The signals that would be measured with a gradiometer array in the two spherical models at the 16 indicated measuring points of the measuring device M were calculated in a simulation calculation. White noise was then added to the signal so that the signal-to-noise ratio was about 170. Then, by the well-known "inverse localization", which was mentioned at the outset, ie by adaptation by the method of the smallest square deviation using the non-linear optimization algorithm from Levenberg-Marquard, the locations D 'and D ''of Dipole sources Q determined. This prior art method is also referred to as a "moving dipole algorithm" method.

When using the model sphere K 1 with center C 1 , as determined in FIG. 1 according to the criterion of the "center of symmetry of the distribution of electrical conductivity", the position D 'of the dipole source Q at position 0.2; 0; 5.5 found. This point D 'is indicated in Fig. 1 by a small square. The deviation Δ r _{Q from} the true dipole point D is therefore approximately 0.2 cm.

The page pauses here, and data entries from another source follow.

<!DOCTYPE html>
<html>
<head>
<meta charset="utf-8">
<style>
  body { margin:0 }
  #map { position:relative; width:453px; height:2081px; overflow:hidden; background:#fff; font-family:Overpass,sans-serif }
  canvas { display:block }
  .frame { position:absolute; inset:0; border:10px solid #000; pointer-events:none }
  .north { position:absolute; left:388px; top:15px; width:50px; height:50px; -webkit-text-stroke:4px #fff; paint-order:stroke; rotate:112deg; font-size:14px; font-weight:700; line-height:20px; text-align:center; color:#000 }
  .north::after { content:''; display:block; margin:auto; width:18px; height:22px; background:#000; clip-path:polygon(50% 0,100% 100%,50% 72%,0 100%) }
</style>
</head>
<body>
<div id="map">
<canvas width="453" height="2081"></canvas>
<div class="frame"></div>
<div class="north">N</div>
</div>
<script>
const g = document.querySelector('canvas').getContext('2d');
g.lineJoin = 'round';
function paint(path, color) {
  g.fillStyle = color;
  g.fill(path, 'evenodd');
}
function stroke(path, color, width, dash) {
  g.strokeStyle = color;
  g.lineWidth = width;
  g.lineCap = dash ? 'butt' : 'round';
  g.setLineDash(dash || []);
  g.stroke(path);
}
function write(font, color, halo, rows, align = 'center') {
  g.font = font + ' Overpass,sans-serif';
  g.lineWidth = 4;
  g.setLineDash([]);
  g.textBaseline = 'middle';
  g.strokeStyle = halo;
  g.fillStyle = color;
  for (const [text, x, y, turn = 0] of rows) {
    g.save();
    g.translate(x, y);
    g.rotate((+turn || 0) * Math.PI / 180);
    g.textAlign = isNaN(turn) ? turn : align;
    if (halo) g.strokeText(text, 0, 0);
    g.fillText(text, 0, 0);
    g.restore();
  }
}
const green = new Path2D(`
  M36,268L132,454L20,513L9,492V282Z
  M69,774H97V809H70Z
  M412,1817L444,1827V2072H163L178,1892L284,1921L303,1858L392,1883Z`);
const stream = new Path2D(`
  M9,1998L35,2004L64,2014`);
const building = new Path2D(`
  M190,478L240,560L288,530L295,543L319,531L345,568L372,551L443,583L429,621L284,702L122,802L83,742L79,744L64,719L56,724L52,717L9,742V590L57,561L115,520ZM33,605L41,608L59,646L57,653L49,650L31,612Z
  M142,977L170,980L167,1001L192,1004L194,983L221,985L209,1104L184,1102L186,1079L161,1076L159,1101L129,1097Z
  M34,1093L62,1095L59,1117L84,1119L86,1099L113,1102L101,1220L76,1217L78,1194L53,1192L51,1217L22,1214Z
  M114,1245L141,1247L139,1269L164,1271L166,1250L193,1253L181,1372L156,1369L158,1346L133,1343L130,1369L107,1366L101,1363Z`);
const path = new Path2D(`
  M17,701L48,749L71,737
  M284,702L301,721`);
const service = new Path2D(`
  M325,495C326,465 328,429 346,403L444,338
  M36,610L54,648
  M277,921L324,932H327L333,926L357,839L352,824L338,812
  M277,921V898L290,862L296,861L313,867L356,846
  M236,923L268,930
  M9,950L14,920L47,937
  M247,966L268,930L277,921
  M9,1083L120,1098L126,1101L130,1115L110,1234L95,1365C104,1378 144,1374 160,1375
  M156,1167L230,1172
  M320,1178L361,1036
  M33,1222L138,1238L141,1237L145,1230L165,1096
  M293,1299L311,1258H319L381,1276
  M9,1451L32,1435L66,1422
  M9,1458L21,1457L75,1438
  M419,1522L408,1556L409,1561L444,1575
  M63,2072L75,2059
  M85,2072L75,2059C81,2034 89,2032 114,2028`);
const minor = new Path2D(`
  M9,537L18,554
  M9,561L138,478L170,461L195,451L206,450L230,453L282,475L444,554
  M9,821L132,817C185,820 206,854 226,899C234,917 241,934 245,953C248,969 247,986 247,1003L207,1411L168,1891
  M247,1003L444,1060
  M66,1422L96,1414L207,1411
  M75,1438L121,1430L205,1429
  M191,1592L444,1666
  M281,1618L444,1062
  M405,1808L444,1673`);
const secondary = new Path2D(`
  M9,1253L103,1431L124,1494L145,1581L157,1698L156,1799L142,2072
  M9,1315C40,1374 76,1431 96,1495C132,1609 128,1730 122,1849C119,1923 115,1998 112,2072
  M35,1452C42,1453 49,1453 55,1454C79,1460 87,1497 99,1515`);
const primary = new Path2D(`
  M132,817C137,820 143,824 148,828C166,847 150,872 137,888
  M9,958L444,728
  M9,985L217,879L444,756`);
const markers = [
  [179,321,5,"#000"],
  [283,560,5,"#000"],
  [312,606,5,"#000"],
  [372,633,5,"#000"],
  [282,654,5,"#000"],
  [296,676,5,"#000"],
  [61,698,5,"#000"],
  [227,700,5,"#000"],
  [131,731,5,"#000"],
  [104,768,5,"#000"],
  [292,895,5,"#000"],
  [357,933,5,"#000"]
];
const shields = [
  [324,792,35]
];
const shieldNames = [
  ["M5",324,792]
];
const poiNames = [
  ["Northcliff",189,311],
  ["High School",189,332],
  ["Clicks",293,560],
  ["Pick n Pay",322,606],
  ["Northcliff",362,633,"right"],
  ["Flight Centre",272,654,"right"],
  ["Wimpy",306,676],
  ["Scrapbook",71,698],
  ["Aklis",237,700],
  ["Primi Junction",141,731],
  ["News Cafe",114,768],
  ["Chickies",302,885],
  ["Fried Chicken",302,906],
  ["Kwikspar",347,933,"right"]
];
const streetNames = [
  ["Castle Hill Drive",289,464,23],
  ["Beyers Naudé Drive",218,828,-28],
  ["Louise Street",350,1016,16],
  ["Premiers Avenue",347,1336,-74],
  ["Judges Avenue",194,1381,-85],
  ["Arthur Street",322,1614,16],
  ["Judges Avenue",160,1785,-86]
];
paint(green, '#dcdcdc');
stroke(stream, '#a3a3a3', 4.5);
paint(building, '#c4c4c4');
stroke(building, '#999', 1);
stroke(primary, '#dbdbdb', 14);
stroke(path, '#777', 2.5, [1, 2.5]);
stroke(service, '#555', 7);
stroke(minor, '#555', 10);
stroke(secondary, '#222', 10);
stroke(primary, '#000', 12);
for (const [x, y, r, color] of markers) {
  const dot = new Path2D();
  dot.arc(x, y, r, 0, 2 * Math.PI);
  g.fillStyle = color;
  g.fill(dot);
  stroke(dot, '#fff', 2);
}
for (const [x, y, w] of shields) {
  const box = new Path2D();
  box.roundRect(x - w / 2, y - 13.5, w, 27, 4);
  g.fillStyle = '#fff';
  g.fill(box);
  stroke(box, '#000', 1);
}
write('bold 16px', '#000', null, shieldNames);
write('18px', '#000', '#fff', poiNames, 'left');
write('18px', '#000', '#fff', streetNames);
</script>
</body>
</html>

This is about the result you would expect if the error were only determined by the given signal-to-noise ratio of approx. 170.

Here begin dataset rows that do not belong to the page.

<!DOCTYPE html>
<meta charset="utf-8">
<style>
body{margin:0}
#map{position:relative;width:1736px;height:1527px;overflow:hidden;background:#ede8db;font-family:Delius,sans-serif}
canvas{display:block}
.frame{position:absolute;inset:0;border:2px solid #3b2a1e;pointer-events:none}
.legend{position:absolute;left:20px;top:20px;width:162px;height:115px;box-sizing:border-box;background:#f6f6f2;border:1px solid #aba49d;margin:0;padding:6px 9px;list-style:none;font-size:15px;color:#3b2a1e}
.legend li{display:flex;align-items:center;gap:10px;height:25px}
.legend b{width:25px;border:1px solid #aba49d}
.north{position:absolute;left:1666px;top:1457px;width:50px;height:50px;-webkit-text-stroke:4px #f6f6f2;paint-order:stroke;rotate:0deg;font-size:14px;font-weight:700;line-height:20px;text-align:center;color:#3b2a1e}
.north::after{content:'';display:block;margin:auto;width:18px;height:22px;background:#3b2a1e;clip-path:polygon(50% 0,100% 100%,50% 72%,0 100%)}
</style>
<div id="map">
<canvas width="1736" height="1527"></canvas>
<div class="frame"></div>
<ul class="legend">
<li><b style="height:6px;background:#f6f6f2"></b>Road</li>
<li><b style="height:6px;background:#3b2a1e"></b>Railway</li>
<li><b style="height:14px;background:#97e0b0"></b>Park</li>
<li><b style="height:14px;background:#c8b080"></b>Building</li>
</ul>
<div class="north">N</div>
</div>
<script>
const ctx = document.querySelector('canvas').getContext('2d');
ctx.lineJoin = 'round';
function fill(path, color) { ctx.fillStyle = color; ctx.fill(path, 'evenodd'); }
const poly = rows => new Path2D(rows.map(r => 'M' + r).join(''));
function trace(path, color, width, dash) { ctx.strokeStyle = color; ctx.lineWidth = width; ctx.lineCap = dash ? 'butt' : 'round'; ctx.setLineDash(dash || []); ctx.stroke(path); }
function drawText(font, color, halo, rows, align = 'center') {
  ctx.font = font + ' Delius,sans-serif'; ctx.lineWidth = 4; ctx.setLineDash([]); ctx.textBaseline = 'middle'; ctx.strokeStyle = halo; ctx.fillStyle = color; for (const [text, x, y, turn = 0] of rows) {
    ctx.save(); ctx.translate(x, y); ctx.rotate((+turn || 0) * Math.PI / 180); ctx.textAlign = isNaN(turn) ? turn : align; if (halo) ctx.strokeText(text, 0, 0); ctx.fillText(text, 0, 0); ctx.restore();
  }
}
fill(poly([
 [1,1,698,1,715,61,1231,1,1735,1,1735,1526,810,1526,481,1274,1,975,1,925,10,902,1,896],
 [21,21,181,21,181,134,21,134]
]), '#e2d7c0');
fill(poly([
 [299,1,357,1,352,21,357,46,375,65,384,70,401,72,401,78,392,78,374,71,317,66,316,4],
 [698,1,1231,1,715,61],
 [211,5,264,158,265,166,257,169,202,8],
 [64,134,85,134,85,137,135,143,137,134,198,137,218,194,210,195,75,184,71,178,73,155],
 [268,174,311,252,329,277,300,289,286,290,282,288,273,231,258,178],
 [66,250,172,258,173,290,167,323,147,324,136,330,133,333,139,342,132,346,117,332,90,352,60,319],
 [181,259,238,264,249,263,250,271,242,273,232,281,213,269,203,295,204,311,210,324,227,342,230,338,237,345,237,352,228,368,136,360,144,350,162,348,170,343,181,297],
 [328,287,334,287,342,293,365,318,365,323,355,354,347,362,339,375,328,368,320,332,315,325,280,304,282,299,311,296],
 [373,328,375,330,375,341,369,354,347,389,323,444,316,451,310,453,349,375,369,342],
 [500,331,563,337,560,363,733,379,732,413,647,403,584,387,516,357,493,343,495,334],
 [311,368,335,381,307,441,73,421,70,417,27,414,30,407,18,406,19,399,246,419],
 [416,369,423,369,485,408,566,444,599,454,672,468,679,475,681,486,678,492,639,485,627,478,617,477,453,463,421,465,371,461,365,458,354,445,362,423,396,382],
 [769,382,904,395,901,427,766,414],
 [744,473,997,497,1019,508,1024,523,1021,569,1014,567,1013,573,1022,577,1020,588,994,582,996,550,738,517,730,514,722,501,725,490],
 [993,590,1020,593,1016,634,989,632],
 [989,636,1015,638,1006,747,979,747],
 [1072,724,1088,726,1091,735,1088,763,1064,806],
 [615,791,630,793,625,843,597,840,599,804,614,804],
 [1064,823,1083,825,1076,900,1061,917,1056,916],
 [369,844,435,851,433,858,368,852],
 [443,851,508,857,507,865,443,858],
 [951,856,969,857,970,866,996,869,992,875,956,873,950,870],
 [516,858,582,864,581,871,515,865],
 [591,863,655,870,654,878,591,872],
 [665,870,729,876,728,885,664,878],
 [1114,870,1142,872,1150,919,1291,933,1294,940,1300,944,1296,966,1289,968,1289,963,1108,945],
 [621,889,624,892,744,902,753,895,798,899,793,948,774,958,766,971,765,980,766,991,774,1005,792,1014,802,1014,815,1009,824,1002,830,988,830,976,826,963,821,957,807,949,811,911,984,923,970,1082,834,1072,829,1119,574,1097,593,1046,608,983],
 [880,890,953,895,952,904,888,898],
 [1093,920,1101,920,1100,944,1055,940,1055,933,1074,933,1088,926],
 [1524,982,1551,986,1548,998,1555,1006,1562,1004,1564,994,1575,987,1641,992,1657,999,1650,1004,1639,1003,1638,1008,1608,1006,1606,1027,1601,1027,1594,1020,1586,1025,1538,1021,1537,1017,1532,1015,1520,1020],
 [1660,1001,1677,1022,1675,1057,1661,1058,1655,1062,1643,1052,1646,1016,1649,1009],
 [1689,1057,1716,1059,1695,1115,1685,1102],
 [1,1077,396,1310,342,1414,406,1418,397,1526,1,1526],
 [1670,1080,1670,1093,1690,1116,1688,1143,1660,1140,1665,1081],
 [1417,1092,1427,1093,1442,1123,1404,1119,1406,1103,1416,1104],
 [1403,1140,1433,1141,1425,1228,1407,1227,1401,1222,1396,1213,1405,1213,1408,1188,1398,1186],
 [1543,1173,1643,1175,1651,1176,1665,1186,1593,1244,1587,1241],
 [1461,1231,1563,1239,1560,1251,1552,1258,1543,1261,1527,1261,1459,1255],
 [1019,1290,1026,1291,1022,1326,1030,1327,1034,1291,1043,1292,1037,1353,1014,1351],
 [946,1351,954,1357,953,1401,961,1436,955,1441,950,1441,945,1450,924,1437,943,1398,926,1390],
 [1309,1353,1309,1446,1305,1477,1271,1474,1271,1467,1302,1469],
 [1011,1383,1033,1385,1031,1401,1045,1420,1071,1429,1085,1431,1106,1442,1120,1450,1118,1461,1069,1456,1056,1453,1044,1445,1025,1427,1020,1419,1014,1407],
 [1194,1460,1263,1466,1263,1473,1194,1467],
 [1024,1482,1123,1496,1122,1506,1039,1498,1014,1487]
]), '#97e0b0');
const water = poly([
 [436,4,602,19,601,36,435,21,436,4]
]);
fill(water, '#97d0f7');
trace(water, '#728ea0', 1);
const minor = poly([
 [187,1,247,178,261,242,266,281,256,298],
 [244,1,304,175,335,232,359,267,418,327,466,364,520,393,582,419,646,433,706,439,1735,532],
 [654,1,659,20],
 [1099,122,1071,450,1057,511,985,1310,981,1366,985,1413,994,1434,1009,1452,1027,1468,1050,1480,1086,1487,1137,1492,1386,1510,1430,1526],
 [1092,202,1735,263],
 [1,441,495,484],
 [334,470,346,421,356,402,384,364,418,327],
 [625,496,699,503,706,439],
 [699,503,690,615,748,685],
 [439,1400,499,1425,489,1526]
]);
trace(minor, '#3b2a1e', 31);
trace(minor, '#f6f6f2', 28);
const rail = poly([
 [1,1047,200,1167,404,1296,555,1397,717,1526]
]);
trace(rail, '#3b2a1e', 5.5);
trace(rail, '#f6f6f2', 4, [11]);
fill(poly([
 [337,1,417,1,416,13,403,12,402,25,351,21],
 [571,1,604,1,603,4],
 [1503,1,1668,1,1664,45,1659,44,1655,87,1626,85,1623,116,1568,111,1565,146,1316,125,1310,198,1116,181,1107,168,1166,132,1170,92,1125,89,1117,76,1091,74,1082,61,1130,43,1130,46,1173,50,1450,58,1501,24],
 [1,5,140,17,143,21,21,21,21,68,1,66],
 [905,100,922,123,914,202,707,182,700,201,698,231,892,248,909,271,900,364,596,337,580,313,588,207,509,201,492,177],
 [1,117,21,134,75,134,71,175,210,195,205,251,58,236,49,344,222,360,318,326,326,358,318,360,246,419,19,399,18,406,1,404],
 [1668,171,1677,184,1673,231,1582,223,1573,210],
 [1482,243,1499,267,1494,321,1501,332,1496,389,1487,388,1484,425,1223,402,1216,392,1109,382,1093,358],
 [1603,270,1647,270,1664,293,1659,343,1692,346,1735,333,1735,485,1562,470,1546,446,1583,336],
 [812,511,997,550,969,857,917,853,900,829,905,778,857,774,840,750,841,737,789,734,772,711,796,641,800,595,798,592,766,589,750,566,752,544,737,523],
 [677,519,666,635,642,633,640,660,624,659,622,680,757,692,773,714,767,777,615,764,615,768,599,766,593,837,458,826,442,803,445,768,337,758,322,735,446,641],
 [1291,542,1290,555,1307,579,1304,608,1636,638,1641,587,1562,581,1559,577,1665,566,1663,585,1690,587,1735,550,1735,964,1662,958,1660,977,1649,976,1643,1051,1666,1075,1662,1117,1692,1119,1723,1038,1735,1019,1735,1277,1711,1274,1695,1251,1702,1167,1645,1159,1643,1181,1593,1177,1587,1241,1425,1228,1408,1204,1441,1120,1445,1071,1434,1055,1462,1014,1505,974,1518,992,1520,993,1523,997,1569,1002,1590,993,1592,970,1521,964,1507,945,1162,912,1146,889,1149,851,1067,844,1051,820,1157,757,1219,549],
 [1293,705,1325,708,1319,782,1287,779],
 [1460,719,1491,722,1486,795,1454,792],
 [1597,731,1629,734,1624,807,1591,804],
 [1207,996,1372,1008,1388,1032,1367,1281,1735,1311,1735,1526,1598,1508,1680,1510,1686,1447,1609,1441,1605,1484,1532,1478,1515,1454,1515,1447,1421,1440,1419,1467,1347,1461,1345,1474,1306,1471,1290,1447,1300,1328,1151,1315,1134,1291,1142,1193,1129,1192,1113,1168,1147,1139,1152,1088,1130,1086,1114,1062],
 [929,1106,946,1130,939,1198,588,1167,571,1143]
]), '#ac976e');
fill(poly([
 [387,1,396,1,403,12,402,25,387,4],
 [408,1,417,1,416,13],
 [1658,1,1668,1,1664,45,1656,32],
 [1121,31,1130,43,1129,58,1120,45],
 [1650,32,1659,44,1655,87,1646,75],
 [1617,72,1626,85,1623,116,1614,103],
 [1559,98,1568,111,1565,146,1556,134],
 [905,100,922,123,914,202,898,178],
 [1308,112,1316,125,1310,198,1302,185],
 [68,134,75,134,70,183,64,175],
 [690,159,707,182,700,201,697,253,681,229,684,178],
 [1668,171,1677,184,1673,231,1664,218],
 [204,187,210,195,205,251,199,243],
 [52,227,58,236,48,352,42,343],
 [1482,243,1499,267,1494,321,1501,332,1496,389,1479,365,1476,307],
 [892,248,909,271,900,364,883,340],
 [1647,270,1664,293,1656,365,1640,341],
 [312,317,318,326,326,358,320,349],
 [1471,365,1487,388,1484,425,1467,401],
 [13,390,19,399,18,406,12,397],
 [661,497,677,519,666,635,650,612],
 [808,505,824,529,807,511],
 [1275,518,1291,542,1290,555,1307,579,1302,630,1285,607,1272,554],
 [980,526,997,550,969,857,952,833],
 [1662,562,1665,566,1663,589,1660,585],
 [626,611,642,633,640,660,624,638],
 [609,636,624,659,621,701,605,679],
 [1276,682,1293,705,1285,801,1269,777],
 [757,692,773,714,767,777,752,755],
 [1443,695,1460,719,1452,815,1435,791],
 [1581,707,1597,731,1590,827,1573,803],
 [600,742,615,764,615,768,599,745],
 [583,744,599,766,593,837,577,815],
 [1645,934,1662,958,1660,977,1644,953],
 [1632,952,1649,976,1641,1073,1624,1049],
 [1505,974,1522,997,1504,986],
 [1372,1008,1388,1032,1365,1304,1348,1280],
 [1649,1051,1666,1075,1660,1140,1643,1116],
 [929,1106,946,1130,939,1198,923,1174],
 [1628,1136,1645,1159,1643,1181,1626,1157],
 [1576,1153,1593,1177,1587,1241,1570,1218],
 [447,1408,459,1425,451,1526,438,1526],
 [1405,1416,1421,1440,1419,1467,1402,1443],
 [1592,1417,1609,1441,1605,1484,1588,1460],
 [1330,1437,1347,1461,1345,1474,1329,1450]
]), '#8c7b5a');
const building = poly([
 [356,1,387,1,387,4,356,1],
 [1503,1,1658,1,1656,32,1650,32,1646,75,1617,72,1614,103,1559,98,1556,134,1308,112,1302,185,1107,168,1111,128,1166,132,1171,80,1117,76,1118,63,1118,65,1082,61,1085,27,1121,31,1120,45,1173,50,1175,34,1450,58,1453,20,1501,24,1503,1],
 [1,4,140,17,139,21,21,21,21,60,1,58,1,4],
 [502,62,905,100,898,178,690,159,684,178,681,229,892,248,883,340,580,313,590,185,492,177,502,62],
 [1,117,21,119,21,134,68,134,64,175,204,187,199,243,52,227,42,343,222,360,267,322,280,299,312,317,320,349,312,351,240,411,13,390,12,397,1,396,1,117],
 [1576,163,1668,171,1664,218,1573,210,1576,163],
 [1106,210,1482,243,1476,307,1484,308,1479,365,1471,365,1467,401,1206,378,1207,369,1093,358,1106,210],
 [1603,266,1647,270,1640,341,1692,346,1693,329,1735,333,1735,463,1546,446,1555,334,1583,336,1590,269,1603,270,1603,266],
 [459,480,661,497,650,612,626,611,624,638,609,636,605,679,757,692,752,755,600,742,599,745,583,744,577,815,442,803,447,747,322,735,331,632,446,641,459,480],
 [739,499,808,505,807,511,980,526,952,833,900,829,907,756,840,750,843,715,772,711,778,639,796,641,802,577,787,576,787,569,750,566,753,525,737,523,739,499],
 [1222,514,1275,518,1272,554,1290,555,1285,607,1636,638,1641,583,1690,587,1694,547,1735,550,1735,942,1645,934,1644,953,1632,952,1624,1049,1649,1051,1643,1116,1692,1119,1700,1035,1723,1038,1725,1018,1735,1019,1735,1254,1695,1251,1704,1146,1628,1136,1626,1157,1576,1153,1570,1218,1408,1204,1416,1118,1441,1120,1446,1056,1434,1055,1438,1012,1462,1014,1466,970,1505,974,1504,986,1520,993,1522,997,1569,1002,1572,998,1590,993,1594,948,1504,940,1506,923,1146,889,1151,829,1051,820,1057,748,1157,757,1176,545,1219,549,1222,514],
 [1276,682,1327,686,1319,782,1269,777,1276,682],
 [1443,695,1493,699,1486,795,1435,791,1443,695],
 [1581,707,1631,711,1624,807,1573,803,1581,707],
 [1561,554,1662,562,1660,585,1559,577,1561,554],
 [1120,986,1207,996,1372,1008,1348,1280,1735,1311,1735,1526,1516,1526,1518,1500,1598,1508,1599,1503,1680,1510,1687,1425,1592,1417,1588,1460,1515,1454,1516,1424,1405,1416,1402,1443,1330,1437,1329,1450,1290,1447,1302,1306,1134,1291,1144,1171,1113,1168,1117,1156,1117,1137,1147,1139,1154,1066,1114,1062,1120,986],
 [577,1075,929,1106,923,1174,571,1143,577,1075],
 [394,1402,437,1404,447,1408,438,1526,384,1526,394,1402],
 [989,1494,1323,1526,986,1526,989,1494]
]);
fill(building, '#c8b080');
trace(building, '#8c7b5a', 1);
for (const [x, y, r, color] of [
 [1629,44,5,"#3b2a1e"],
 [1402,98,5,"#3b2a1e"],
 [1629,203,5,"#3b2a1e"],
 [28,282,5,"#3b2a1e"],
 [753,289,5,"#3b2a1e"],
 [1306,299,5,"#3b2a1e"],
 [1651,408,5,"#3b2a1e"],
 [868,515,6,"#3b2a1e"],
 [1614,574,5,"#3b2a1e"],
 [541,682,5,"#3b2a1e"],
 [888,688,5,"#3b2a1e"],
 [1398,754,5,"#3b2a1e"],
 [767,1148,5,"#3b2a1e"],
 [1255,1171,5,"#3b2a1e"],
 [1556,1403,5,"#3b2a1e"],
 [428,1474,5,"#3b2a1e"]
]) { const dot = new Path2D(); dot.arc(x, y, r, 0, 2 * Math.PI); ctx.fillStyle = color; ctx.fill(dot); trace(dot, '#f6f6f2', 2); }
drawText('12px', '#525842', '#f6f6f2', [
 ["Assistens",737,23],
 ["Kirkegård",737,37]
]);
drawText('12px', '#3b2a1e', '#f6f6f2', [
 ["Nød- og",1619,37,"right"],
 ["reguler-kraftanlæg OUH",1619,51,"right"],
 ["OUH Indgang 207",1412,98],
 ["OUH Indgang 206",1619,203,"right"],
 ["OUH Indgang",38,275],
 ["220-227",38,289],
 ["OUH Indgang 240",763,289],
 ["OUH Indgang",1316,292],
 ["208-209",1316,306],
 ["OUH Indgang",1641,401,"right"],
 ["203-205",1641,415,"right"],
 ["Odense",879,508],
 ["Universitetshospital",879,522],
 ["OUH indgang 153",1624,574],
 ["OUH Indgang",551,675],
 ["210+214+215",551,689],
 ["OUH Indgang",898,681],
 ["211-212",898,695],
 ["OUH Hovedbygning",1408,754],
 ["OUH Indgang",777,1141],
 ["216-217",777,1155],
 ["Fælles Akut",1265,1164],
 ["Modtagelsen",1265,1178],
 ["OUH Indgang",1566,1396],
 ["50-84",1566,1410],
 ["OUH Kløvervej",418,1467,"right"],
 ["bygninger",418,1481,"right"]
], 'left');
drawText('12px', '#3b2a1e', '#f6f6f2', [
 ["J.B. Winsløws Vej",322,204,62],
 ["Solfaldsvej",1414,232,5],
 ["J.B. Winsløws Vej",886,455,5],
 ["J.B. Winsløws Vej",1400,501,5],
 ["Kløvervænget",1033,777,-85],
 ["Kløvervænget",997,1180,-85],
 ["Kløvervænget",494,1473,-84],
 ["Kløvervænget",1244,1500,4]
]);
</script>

However, if, according to FIG. 2, a sphere K 2 in the center C 2 is used in the localization method, as is done in the prior art, by spatial adaptation to the curvature of the body B near the true dipole position D , see above one finds the dipole point at a point D ′ ′ with the coordinates 0.7; 0; 5.8. This results in an error Δ r _Q of approximately 0.8 cm to the true location D of the dipole Q. The error is recognizable when using the method according to the state of the art according to FIG. 2 is significantly larger than with the method according to FIG. 1; in the present case it is about four times as large.

Claims (3)

1. A method for localizing a source of electrical activity in the human body by measuring biomagnetic signals, the biomagnetic signals on the body being removed contactlessly, the signals being used to calculate the location of the source on the basis of a model, in which model a spherical one Shape is assumed whose center is determined, characterized in that the spherical shape through the center of symmetry ( C 1 ) of the distribution of electrical conductivity ( δ 1 ) of that part ( B 1 ) of the body ( B ) in which the domi flowing currents is determined. 2. The method according to claim 1 for localizing a current source in the cerebral cortex of the human head, characterized in that the center of symmetry ( C 1 ) of the electrical conductivity ( δ 1 ) is given by the focus of the brain mass, and that this focus of the Ge brain mass is determined by a sectional image method. 3. The method according to claim 2, characterized records that the center of symmetry of the brain mass is determined by a sectional image, which is in a nuclear spin donut graphic method is obtained.